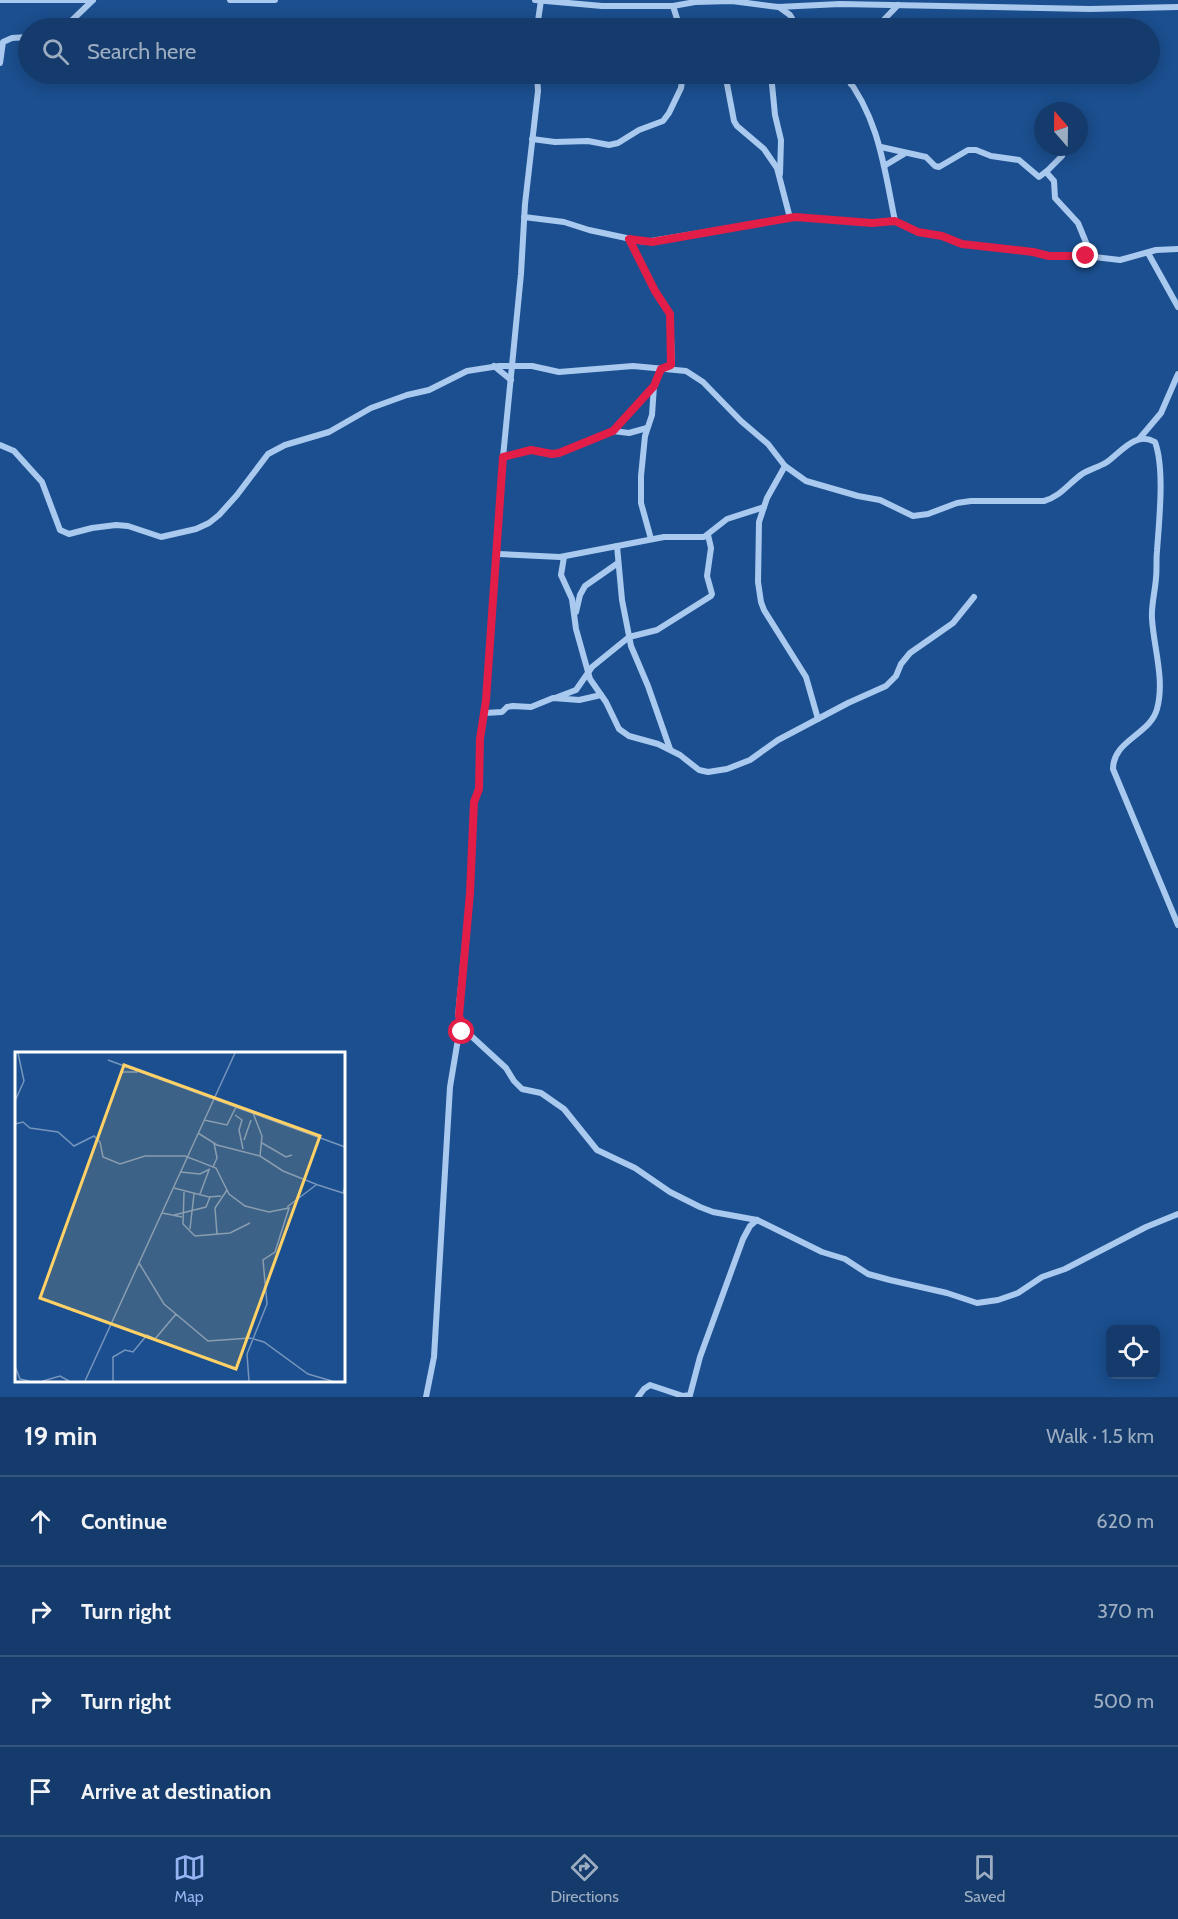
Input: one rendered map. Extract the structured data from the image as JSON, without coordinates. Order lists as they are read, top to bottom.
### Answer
{
  "north": "top",
  "page": {
    "search": "Search here",
    "heading": ["19 min", "Walk · 1.5 km"],
    "list": [
      ["Continue", "620 m"],
      ["Turn right", "370 m"],
      ["Turn right", "500 m"],
      "Arrive at destination"
    ],
    "nav": ["Map", "Directions", "Saved"]
  }
}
******************************
THE TASK:
Should a picture appear among the entries above, omit it and repeat everything else exactly.

WORKED SOLUTION:
Input: one rendered map. Extract the structured data from the image as JSON, without coordinates. Order lists as they are read, top to bottom.
### Answer
{
  "north": "top",
  "page": {
    "search": "Search here",
    "heading": ["19 min", "Walk · 1.5 km"],
    "list": [
      ["Continue", "620 m"],
      ["Turn right", "370 m"],
      ["Turn right", "500 m"],
      "Arrive at destination"
    ],
    "nav": ["Map", "Directions", "Saved"]
  }
}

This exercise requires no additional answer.